そうして日が暮れてまたガチャン!て音がしてもうあんまり太陽の在庫については考えないことにした。そんなに毎日毎日太陽の在庫の心配ばかりもしてられない。


夜は毛玉のお腹の上で寝ることにした。もくもくしてて暖かくて柔らかい。

「すごいね。毛玉のおなかは。すげえ寝心地が良いよ。」と僕が言うと「くっくっく」と言っておかしな声で毛玉は笑った。


夜空は鋼鉄みたいに固そうな黒で、ちょっと不安になるくらい星が光っていた。こういう夜はきっと月が丸いんだなあと思って探してみると、低いところに満月が隠れて銀色に意地悪く光っていた。


僕は毛玉の毛に手を埋めて月から目を離した。

「夜ってさあ。」眠っているかもしれないと思った毛玉はやっぱり起きていた。すこしだけ体をうごかして僕の気配を聞いている。それがわかった。

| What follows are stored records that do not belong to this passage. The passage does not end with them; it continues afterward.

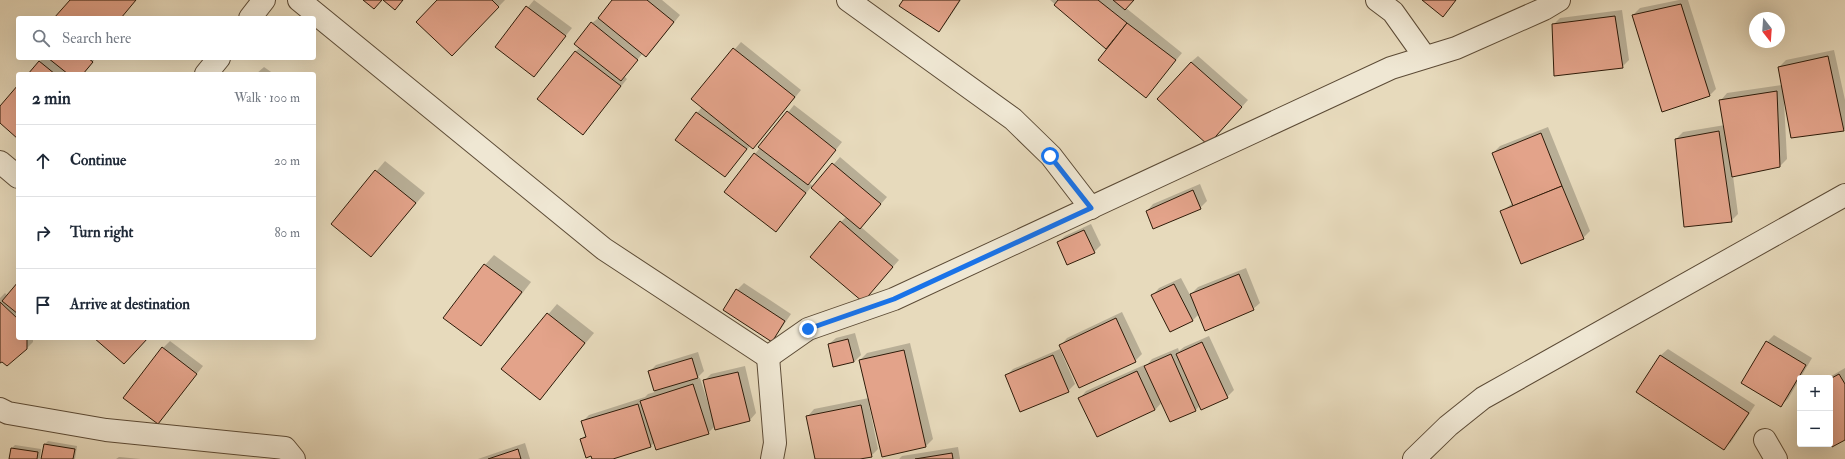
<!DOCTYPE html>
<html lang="en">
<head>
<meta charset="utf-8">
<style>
  body { margin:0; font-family:"IM FELL Double Pica",serif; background:#f6f6f7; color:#1f2937 }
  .controls { position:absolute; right:12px; bottom:12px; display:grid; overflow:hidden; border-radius:4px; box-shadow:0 4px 16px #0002 }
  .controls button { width:36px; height:36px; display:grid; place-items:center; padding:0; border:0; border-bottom:1px solid #e0e1e3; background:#fff; color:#1f2937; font:20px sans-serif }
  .compass { position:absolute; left:1749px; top:12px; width:36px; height:36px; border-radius:50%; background:#fff; box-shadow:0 4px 16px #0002; rotate:163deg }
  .stop { position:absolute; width:12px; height:12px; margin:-9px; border:3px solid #1a73e8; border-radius:50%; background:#fff }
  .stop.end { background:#1a73e8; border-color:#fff; box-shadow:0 1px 4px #0008 }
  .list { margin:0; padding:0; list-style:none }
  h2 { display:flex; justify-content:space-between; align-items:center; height:52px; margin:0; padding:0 16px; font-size:17px }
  h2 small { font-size:13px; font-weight:400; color:#747a83 }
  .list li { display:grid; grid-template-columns:26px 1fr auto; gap:12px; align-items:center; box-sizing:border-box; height:72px; padding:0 16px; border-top:1px solid #e0e1e3 }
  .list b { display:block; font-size:15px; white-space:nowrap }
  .list em { font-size:13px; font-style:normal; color:#747a83 }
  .icon { flex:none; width:22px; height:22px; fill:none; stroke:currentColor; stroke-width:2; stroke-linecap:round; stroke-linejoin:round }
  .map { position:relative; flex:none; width:1845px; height:459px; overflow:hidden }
  .search { position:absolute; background:#fff; box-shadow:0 4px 16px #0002; left:16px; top:16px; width:300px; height:44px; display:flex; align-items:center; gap:10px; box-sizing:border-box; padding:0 14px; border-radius:4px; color:#747a83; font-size:15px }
  .panel { position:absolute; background:#fff; box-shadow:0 4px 16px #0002; left:16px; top:72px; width:300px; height:268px; border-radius:4px }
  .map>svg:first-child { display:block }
</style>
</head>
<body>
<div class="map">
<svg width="1845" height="459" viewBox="0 0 1845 459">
  <rect width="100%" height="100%" fill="#e7dabc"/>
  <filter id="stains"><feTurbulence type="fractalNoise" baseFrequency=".005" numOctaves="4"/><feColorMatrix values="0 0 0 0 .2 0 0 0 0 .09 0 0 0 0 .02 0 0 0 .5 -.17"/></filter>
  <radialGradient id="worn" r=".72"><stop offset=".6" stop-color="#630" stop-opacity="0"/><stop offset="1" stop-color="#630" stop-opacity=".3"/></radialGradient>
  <g fill="#0003">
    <path d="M438,0H505L452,55Z"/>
    <path d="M534,0L572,28L534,75L496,46Z"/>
    <path d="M614,0H662L680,15L653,49L646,56L643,53L624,76L627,79L583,134L575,52L580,47L592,23L600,17Z"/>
    <path d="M904,0H961L945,24L939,31Z"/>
    <path d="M1050,0H1134L1126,8L1182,53L1146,96L1107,49Z"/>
    <path d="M1679,0H1688L1716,89L1709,96L1633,15L1640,8Z"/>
    <path d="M1622,10L1629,60L1622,67L1553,25L1560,18Z"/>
    <path d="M741,42L801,90L760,141L753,148L750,146L725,176L676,139L702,107L692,99Z"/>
    <path d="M1834,50L1845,100V129L1843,130L1784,102L1787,159L1780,166L1733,176L1738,214L1731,221L1676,139L1683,132L1725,125L1721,100L1727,93L1782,85L1779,67L1786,60Z"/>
    <path d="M1198,56L1248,100L1215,137L1191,62Z"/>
    <path d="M43,58H96L82,74H29Z"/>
    <path d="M264,67L274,74H256Z"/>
    <path d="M794,105L842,142L809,183L814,187L840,157L887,197L861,227L899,260L863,301L841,222L846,217L811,187L782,224L755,154Z"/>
    <path d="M1548,127L1590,231L1583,238L1502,211L1513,203L1493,153L1500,146Z"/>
    <path d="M385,161L425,193L371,256L332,224Z"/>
    <path d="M1200,184L1207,201L1200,208L1147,211L1153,204Z"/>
    <path d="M1091,224L1101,245L1094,252L1058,242L1065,236Z"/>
    <path d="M494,255L531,282L490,335L480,345L445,317L485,265Z"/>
    <path d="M1246,268L1260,303L1253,309L1199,314L1192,321L1153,295L1159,288L1181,278L1190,295L1198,287Z"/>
    <path d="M18,283V338H33V342L26,349L0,362V298L5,293L8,296Z"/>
    <path d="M744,283L791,314L778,333L772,340L737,290Z"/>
    <path d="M557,304L594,333L540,398L503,368Z"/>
    <path d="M1122,312L1142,354L1135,361L1061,345L1067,338Z"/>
    <path d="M855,333L861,355L854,362L829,344L836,338Z"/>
    <path d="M1774,335L1812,358L1788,399L1781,405L1767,342Z"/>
    <path d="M1209,336L1234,390L1227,397L1200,405L1196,410L1171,421L1162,402L1155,410L1080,398L1086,391L1144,365L1145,367L1152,359L1178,348L1179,351L1184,347Z"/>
    <path d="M170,341L203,366L158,423L163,348Z"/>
    <path d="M910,343L933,439L926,446L883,456L871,404L869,405L878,449L871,456L855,459H816L808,416L814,409L869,398L860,360L867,353Z"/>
    <path d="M1060,349L1075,384L1068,391L1006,376L1013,369Z"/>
    <path d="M1668,349L1755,405L1731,442L1724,448L1637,392L1661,355Z"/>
    <path d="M698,352L704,371L696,379L700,378L709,406H710L704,381L711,374L745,366L756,413L750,420L715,426L708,433L655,442L651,446L610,459H593L581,439L586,435L582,422L589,415L645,397L648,394L655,392L649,372L656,365Z"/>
    <path d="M1845,368V439L1830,443V378H1828Z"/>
    <path d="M48,441L77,446L75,459H42L45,444Z"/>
    <path d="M525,443L530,459H478Z"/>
    <path d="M15,445L41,449L40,459H10L12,448Z"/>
    <path d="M958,447L960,459H899L902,456Z"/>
    <path d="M119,457L141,459H116Z"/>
  </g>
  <g fill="#e3a38a" stroke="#2e1b09">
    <path d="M70,0H136L121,18H54Z"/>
    <path d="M363,0H382L374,9Z"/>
    <path d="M383,0H403L395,10Z"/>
    <path d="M437,0H492L499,7L452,56L416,22Z"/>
    <path d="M612,0H647L674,22L646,57L598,18Z"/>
    <path d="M903,0H960L939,32L899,6Z"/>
    <path d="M1058,0H1098L1127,23L1106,49L1054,5Z"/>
    <path d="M1113,0H1134L1125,10Z"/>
    <path d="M1422,0H1456L1443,17Z"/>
    <path d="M1681,4L1710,96L1662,112L1632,15Z"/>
    <path d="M526,6L566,36L534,77L495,47Z"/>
    <path d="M1615,16L1623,68L1554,76L1552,24Z"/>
    <path d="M591,22L638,60L621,81L574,44Z"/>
    <path d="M1127,23L1176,60L1146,98L1098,60Z"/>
    <path d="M733,48L795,97L753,149L691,99Z"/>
    <path d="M575,51L621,86L583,135L537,99Z"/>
    <path d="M1828,56L1844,131L1791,138L1778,67Z"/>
    <path d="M48,58H88L93,62L83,74H68Z"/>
    <path d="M39,61L55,74H28Z"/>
    <path d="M1191,62L1242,107L1208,145L1157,99Z"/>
    <path d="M18,85V139L0,123V106Z"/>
    <path d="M1777,91L1780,167L1732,177L1719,100Z"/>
    <path d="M787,111L836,150L808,185L758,147Z"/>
    <path d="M696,112L747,149L725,177L675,140Z"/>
    <path d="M1719,131L1732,222L1684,227L1675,139Z"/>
    <path d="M1541,133L1562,186L1513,206L1492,153Z"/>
    <path d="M754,153L806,193L776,232L724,192Z"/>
    <path d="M832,163L881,204L860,229L811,188Z"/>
    <path d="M375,170L416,203L371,257L331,224Z"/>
    <path d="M1562,186L1584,239L1521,264L1500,211Z"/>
    <path d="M1193,190L1201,209L1153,229L1146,211Z"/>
    <path d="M840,221L893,267L863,302L810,257Z"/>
    <path d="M1084,230L1095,253L1067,265L1057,242Z"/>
    <path d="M484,264L522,292L481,346L443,318Z"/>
    <path d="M1239,274L1254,310L1205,331L1190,294Z"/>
    <path d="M18,282V314L2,301Z"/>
    <path d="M1174,284L1193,321L1170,332L1151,295Z"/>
    <path d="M736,289L785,321L772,342L723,310Z"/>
    <path d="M0,302L18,319V338H25L27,340V349L7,366L2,362L0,363Z"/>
    <path d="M547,313L585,343L540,400L501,369Z"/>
    <path d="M1116,318L1136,362L1079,388L1059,345Z"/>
    <path d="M94,338H148L124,364Z"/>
    <path d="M848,339L854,362L833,367L828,344Z"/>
    <path d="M1766,341L1806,365L1781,407L1741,383Z"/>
    <path d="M1202,342L1228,398L1201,410L1176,354Z"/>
    <path d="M162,347L197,374L158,424L123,398Z"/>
    <path d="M904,350L926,447L882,457L859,360Z"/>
    <path d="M1171,354L1196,411L1170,422L1144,366Z"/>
    <path d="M1053,355L1069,392L1020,412L1005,375Z"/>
    <path d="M1660,355L1749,413L1724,450L1636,392Z"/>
    <path d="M692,358L698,378L654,391L648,371Z"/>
    <path d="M1137,371L1155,410L1097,437L1078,398Z"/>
    <path d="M738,372L750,421L715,430L703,380Z"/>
    <path d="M1839,374L1845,384V440L1832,447L1830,444V379Z"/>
    <path d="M693,384L709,434L656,450L640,401Z"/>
    <path d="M638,404L651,447L613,459H592L591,456L586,458L580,439L586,437L581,421Z"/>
    <path d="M861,405L872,457L860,459H815L806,416Z"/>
    <path d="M44,444L75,449L73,459H41Z"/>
    <path d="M11,448L38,452L37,459H9Z"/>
    <path d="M518,449L521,459H488Z"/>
    <path d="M952,453L953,459H915Z"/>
  </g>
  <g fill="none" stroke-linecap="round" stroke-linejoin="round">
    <g stroke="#5c4b36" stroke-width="24">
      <g id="minor">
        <path d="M299,0L604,249L768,357L808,329L894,299L1391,68L1456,48L1544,9L1559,0"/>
        <path d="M848,0L1013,119L1051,156L1091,208"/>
        <path d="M1377,0L1393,12L1425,57"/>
        <path d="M250,18L264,0"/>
        <path d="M206,74L219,58"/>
        <path d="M0,162L18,177"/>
        <path d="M768,357L775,443L772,459"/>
        <path d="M0,409L8,413L106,430L285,448L294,459"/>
        <path d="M1765,440L1776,459"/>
        <path d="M1414,459L1448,426L1483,398L1845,195"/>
      </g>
    </g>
    <use href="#minor" stroke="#efe7d3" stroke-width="22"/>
  </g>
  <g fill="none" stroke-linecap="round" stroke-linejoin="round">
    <path stroke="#1a73e8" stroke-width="5" d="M808,329L894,299L1091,208L1050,156"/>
  </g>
  <rect width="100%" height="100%" filter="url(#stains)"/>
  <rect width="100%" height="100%" fill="url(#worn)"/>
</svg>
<div class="controls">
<button>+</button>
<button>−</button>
</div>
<svg class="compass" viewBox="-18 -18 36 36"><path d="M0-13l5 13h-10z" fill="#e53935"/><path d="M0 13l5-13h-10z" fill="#747a83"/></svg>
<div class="stop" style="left:1050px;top:156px"></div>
<div class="stop end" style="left:808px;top:329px"></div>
<div class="search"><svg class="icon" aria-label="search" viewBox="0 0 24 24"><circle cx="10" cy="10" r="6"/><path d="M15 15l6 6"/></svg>Search here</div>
<section class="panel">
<h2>2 min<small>Walk · 100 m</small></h2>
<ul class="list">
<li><svg class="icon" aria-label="ahead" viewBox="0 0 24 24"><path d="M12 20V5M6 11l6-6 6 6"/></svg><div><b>Continue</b></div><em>20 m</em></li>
<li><svg class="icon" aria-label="right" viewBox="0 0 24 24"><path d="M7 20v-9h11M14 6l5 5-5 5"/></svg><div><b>Turn right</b></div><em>80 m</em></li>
<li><svg class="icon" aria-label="arrive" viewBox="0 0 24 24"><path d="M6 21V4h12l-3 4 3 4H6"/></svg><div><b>Arrive at destination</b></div></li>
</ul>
</section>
</div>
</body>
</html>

夜は溶けて、月が笑った。森の奥の湖のほとりの小さい花が、ぽっと恥ずかしそうに夜の花を咲かせた。


「毛玉ってさあ。」僕は顔を毛玉の毛に押し付けた。「枕持ってないの?」

「持ってるわけないだろバカ。」毛玉はそう言った。

「なんだよ。持っとけバカ。」「うるさい寝ろ。」とか言い合ってるうちにいつのまにか寝た。